───── Data for processing

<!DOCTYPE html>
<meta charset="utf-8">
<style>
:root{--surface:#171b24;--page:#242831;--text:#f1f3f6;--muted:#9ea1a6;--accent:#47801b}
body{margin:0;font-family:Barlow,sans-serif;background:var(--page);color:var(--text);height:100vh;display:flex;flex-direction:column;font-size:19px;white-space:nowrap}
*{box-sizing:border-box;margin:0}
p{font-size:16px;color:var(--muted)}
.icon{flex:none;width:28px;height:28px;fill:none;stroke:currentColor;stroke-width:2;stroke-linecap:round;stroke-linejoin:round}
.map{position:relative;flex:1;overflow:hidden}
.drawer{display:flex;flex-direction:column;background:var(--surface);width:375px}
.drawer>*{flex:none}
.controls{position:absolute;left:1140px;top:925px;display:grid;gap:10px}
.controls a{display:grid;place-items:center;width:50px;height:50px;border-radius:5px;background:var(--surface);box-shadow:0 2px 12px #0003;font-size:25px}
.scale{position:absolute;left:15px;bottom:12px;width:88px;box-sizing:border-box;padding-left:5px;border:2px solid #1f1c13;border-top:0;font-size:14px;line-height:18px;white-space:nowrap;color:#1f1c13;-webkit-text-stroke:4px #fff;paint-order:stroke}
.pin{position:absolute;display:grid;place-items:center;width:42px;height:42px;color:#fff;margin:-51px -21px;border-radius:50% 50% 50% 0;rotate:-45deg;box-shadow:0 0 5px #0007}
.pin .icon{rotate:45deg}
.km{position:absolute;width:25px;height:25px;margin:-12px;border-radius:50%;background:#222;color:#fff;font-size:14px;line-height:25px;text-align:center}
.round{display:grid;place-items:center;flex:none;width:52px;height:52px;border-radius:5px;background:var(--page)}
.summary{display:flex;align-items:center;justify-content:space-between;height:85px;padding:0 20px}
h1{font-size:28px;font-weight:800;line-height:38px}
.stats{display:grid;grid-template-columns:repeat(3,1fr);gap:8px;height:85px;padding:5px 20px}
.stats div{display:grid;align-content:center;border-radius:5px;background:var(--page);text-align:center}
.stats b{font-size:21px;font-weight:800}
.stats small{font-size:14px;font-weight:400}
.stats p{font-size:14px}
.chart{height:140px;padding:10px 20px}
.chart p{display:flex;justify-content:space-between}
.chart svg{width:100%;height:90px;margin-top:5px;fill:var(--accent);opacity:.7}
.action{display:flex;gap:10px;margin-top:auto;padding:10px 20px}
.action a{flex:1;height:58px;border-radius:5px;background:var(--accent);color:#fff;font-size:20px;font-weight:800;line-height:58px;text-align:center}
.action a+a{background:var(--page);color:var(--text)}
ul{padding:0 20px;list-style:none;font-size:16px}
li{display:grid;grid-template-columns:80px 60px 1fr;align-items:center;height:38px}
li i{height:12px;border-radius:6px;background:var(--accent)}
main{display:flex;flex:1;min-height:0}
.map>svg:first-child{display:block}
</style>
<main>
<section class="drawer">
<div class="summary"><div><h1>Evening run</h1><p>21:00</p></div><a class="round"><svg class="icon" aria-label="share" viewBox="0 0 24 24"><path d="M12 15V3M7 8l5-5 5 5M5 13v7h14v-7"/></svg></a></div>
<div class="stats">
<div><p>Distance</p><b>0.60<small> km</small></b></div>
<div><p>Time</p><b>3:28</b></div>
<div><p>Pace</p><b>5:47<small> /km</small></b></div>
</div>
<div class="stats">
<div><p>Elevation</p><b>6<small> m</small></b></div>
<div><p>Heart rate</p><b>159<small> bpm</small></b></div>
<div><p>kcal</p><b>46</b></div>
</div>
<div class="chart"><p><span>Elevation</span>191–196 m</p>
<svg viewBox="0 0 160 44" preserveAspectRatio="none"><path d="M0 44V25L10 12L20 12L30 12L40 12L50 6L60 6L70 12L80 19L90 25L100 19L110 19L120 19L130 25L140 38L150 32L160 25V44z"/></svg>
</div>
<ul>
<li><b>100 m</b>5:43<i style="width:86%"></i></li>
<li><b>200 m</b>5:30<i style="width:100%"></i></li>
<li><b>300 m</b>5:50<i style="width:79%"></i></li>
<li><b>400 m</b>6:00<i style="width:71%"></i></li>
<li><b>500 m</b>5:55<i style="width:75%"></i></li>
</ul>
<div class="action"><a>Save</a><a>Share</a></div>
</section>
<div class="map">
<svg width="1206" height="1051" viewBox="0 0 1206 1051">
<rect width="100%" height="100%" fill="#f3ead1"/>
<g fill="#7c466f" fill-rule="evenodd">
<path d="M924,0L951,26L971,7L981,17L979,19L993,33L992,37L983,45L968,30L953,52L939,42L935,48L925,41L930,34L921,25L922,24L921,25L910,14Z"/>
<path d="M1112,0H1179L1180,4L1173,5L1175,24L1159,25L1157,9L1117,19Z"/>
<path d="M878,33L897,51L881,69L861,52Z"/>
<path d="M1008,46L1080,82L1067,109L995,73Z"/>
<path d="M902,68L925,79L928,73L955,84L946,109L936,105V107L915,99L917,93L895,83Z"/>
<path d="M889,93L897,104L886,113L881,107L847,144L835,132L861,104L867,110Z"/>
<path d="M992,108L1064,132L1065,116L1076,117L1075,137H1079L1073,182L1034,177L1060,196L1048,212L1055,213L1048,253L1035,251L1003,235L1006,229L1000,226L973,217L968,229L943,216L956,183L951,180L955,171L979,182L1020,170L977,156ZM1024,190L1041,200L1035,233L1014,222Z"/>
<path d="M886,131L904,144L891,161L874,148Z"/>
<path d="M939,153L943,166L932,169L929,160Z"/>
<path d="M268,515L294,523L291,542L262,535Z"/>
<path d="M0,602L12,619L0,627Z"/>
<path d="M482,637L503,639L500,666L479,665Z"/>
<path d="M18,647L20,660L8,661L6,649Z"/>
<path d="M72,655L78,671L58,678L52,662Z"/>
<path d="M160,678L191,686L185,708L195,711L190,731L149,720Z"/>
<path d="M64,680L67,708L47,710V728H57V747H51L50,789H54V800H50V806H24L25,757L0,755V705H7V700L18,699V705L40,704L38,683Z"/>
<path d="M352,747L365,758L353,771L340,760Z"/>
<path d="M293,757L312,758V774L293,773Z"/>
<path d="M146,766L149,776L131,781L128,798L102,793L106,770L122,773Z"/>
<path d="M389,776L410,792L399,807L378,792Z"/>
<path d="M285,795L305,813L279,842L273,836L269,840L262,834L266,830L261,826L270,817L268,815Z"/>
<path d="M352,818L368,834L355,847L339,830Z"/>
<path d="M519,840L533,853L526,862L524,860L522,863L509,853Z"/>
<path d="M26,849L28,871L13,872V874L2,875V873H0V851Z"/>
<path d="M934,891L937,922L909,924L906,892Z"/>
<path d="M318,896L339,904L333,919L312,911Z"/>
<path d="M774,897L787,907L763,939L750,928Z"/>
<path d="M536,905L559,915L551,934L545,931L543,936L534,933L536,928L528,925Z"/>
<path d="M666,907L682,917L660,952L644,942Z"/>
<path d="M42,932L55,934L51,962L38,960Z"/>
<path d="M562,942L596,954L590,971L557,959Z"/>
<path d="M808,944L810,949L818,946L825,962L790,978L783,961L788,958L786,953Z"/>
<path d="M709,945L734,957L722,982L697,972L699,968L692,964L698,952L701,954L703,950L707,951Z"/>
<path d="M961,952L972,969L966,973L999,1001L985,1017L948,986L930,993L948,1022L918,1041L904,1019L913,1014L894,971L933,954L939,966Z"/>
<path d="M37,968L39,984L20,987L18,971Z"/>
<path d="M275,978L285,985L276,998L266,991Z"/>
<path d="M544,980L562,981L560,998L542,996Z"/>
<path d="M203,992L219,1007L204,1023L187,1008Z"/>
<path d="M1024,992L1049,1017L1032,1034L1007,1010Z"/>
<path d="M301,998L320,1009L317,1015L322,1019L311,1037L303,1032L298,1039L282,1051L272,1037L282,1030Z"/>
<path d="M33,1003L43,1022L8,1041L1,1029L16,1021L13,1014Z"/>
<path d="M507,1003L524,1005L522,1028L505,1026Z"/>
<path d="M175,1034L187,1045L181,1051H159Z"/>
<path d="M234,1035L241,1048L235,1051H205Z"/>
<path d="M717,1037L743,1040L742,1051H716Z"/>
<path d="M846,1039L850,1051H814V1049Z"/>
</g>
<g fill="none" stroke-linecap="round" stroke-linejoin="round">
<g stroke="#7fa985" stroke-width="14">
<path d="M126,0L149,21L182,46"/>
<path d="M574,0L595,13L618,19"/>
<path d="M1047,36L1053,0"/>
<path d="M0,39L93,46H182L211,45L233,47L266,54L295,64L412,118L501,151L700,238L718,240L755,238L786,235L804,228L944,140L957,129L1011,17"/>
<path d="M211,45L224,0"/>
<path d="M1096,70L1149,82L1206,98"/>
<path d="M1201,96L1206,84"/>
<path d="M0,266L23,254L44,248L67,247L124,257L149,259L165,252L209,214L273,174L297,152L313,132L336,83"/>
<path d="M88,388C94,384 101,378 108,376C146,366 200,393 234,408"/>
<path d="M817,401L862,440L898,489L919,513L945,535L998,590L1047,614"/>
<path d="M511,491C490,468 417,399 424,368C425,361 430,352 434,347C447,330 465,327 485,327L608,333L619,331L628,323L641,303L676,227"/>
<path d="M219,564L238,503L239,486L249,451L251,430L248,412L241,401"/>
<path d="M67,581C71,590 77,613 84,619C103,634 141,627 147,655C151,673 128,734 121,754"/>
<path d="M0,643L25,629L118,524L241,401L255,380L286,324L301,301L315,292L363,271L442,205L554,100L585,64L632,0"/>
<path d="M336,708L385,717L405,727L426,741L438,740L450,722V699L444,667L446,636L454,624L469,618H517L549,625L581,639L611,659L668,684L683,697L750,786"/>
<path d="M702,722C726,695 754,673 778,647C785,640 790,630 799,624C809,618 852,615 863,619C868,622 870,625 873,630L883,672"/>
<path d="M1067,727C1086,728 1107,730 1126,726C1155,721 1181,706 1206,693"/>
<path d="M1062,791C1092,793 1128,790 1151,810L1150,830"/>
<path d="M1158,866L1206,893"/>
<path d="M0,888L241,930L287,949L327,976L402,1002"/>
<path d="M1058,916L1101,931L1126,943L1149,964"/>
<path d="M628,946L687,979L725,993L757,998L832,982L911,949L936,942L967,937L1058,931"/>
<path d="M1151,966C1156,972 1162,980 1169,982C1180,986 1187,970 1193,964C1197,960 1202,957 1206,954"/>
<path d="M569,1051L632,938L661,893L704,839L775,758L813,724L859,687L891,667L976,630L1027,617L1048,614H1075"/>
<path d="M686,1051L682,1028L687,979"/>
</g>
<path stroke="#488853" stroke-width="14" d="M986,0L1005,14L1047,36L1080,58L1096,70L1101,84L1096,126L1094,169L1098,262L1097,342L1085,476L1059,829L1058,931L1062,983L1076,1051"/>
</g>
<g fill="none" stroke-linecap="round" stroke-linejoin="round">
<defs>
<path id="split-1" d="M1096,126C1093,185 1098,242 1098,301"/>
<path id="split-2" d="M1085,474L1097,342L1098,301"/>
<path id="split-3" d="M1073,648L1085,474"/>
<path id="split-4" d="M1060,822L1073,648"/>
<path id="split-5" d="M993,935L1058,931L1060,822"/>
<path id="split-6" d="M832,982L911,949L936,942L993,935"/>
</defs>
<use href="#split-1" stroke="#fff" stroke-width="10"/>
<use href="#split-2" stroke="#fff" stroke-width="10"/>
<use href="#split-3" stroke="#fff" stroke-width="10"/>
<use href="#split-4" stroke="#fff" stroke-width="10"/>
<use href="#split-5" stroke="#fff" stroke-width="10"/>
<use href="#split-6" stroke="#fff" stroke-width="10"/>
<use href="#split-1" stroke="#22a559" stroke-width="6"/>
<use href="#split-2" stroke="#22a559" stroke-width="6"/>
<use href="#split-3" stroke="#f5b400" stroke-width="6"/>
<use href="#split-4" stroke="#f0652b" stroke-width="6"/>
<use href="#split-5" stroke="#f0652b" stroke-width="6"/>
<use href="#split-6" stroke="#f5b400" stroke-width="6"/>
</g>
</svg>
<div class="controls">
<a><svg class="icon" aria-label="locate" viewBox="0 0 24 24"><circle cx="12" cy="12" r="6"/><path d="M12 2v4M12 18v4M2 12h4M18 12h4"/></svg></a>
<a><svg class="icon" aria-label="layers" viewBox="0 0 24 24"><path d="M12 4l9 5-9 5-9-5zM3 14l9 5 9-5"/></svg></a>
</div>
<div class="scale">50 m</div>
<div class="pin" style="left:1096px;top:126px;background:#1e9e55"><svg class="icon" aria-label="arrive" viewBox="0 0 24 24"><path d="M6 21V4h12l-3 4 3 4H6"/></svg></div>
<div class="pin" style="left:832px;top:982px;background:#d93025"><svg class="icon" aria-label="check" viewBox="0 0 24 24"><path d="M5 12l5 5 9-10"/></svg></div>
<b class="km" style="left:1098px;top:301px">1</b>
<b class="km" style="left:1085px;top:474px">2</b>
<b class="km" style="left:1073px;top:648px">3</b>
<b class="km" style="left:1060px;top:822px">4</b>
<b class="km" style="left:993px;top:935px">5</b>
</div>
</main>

──────────

▸ Task to complete
Only the lines above starting with the one with "<div><p>Time</p><b>3:28</b></div>" and going through the one with "<div><p>Heart rate</p><b>159<small> bpm</small></b></div>" are to be copied, word for word and with both ends kept.

▸ Exercise response
<div><p>Time</p><b>3:28</b></div>
<div><p>Pace</p><b>5:47<small> /km</small></b></div>
</div>
<div class="stats">
<div><p>Elevation</p><b>6<small> m</small></b></div>
<div><p>Heart rate</p><b>159<small> bpm</small></b></div>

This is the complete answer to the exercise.